Saved data entries:
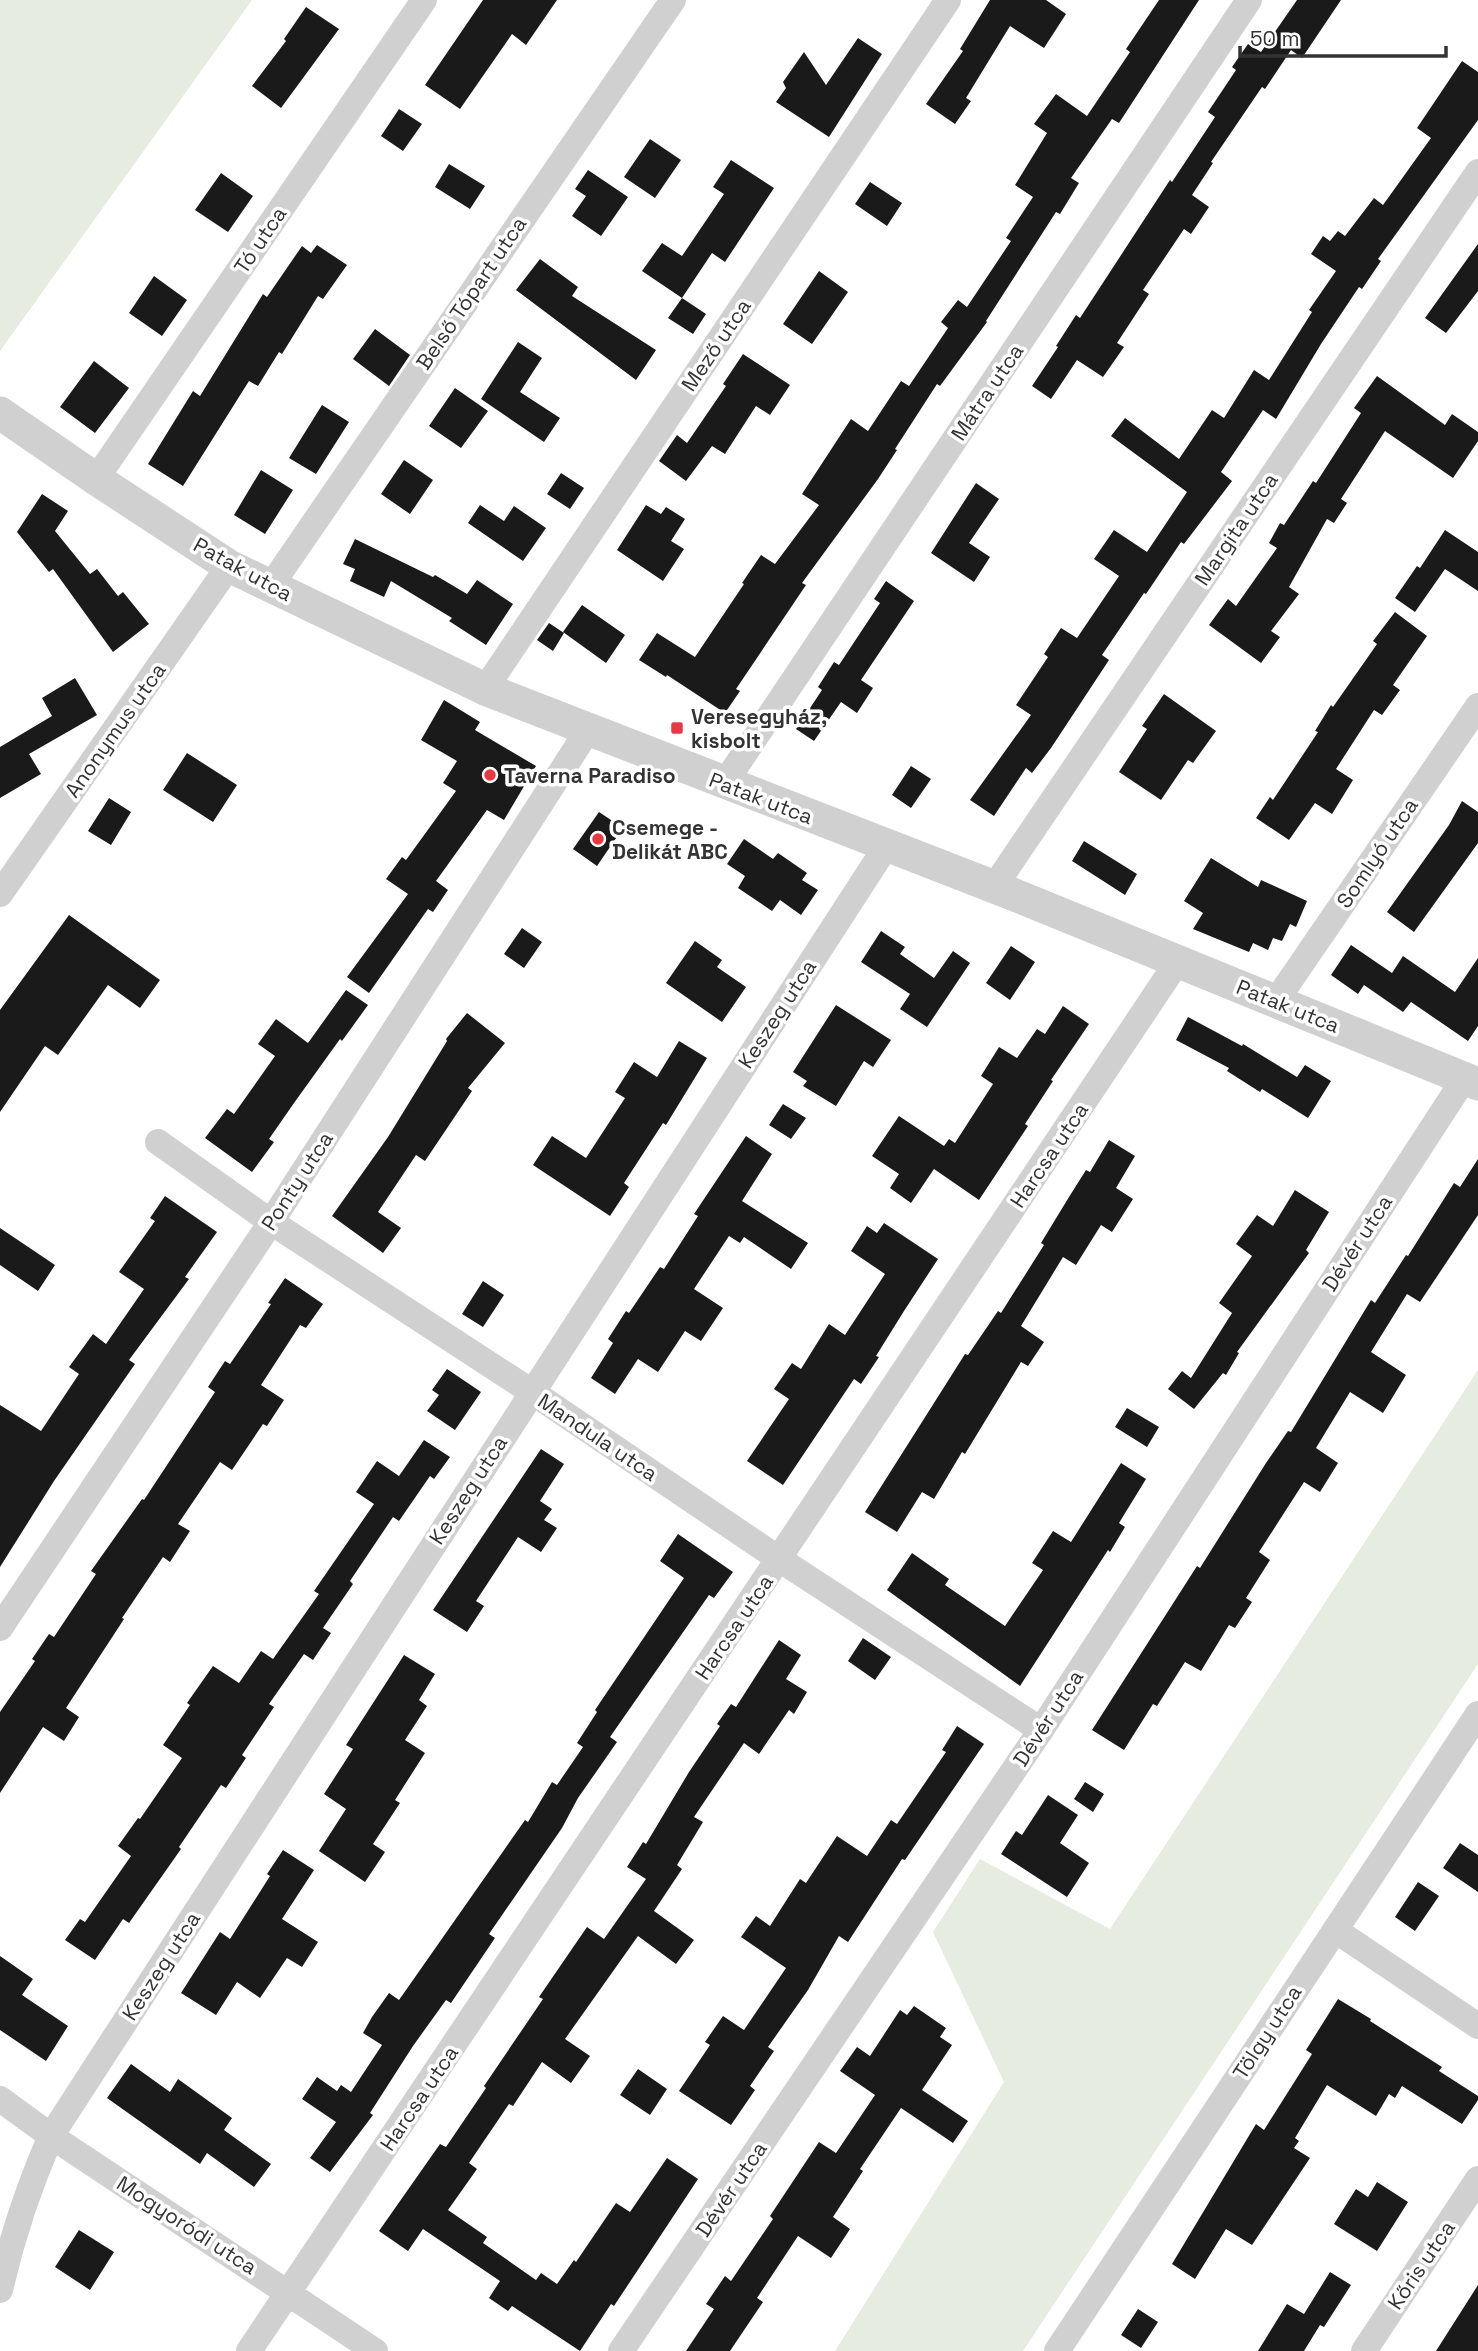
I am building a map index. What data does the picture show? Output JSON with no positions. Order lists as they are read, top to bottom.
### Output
{
  "streets": {
    "street": [
      "Tó utca",
      "Belső Tópart utca",
      "Mező utca",
      "Mátra utca",
      "Margita utca",
      "Patak utca",
      "Anonymus utca",
      "Somlyó utca",
      "Keszeg utca",
      "Harcsa utca",
      "Ponty utca",
      "Dévér utca",
      "Mandula utca",
      "Tölgy utca",
      "Mogyoródi utca",
      "Kőris utca"
    ]
  },
  "crossings": [
    ["Tó utca", "Patak utca"],
    ["Belső Tópart utca", "Patak utca"],
    ["Mező utca", "Patak utca"],
    ["Mátra utca", "Patak utca"],
    ["Margita utca", "Patak utca"],
    ["Patak utca", "Anonymus utca"],
    ["Patak utca", "Somlyó utca"],
    ["Patak utca", "Keszeg utca"],
    ["Patak utca", "Harcsa utca"],
    ["Patak utca", "Ponty utca"],
    ["Patak utca", "Dévér utca"],
    ["Keszeg utca", "Mandula utca"],
    ["Keszeg utca", "Mogyoródi utca"],
    ["Harcsa utca", "Mandula utca"],
    ["Harcsa utca", "Mogyoródi utca"],
    ["Ponty utca", "Mandula utca"],
    ["Dévér utca", "Mandula utca"]
  ],
  "places": {
    "transit": ["Veresegyház, kisbolt"],
    "other": ["Taverna Paradiso", "Csemege - Delikát ABC"]
  },
  "scale_bar": "50 m"
}
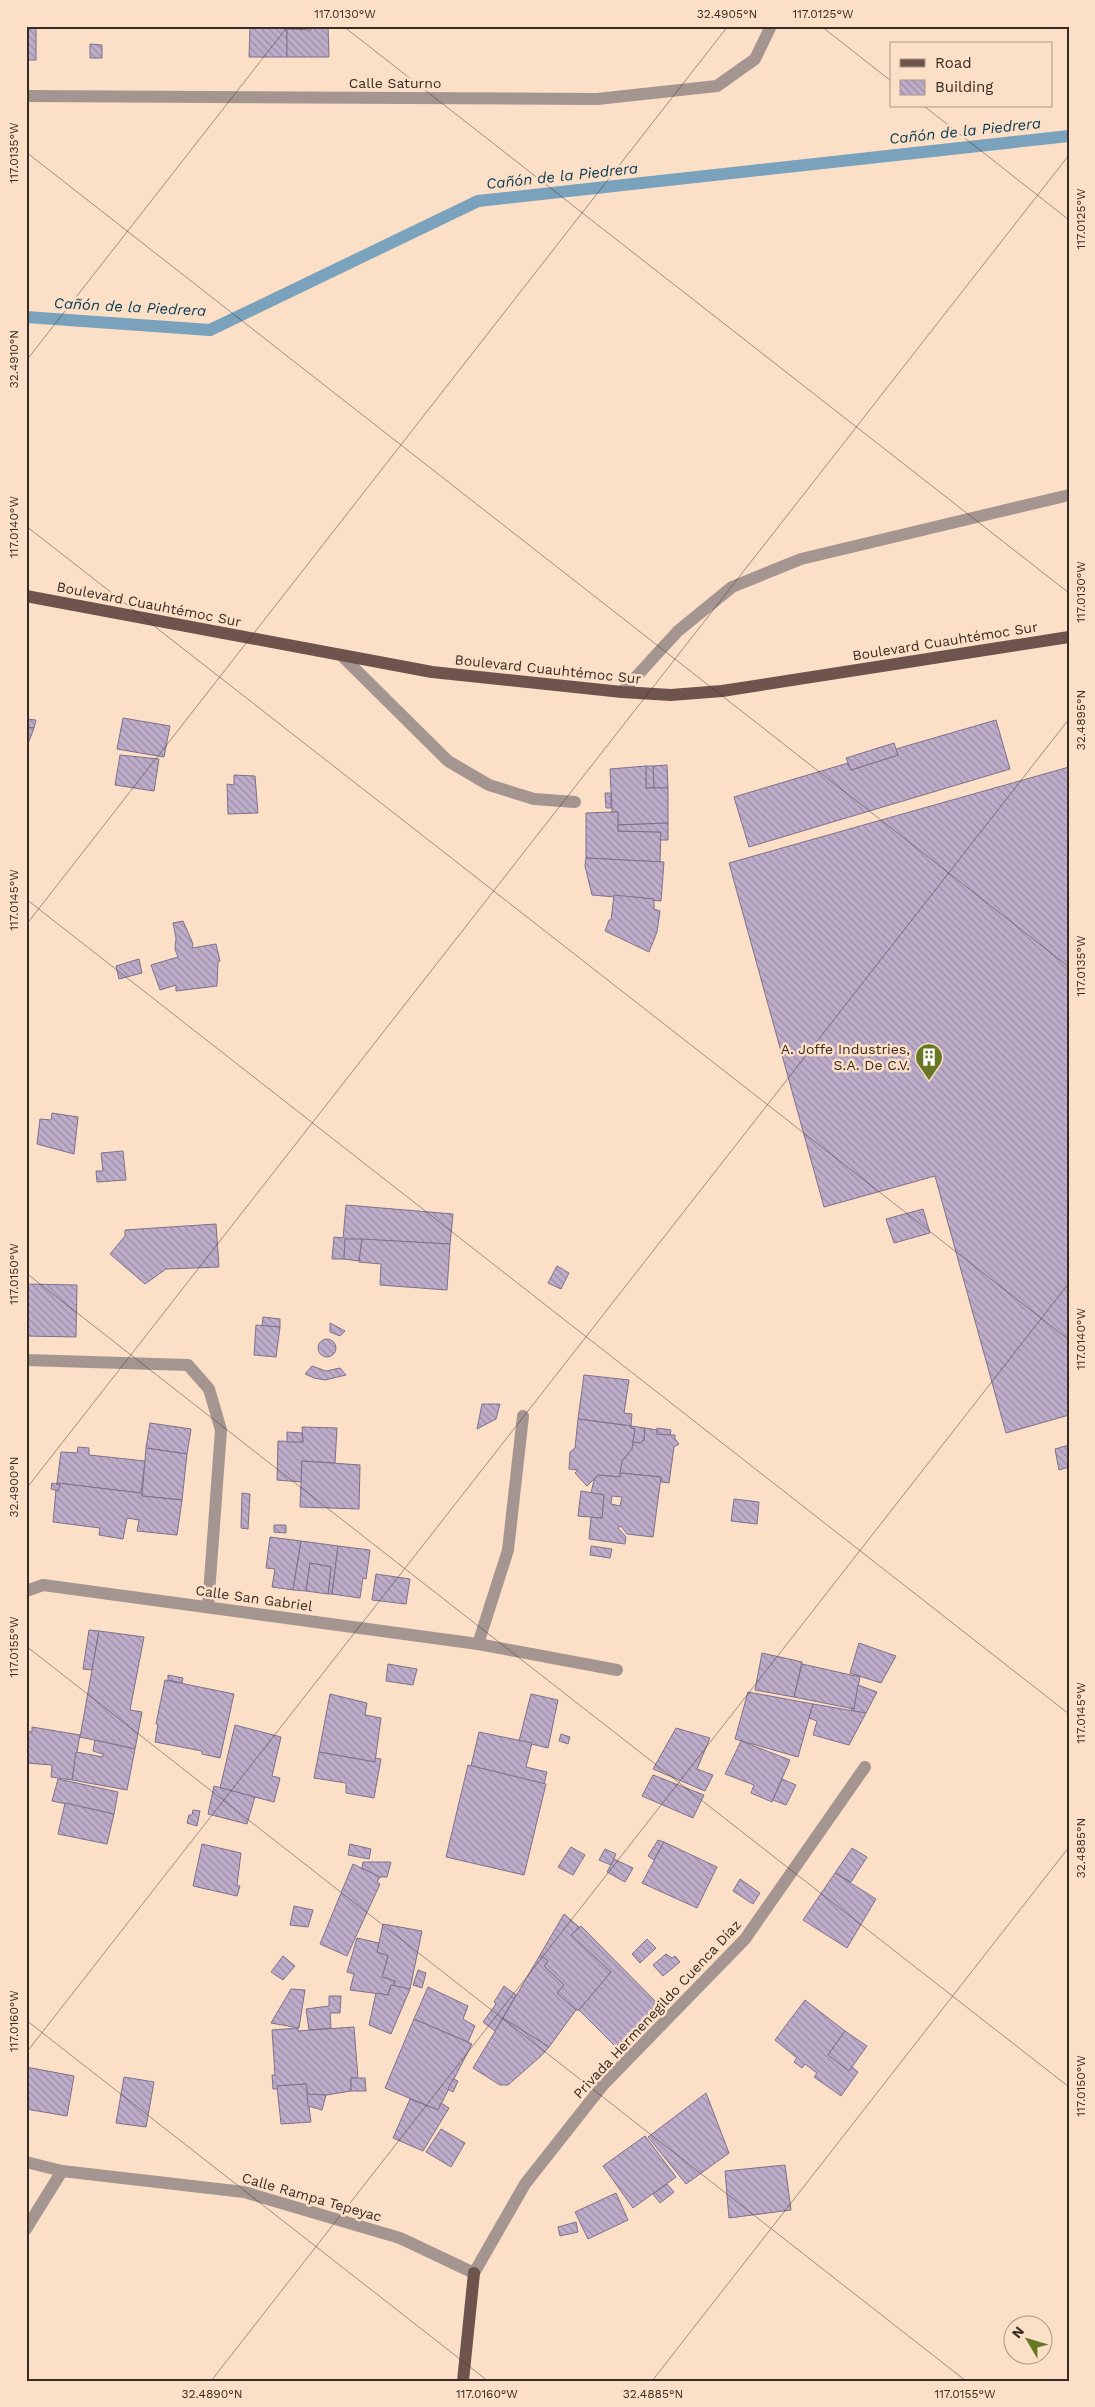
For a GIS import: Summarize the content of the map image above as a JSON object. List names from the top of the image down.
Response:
{
  "streets": {
    "main road": ["Boulevard Cuauhtémoc Sur"],
    "street": [
      "Calle Saturno",
      "Calle San Gabriel",
      "Privada Hermenegildo Cuenca Díaz",
      "Calle Rampa Tepeyac"
    ]
  },
  "crossings": [
    ["Privada Hermenegildo Cuenca Díaz", "Calle Rampa Tepeyac"]
  ],
  "water": ["Cañón de la Piedrera"],
  "places": {
    "building": ["A. Joffe Industries, S.A. De C.V."]
  },
  "legend": ["Road", "Building"],
  "north": "top left",
  "coordinates": [
    "117.0130°W",
    "32.4905°N",
    "117.0125°W",
    "117.0135°W",
    "32.4910°N",
    "117.0140°W",
    "32.4895°N",
    "117.0145°W",
    "117.0150°W",
    "32.4900°N",
    "117.0155°W",
    "32.4885°N",
    "117.0160°W",
    "32.4890°N"
  ]
}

*Instructions for the task*:
Your reply should contain only the number of lines in the entries above with the word "Tepeyac".

*Solution for this exercise*:
2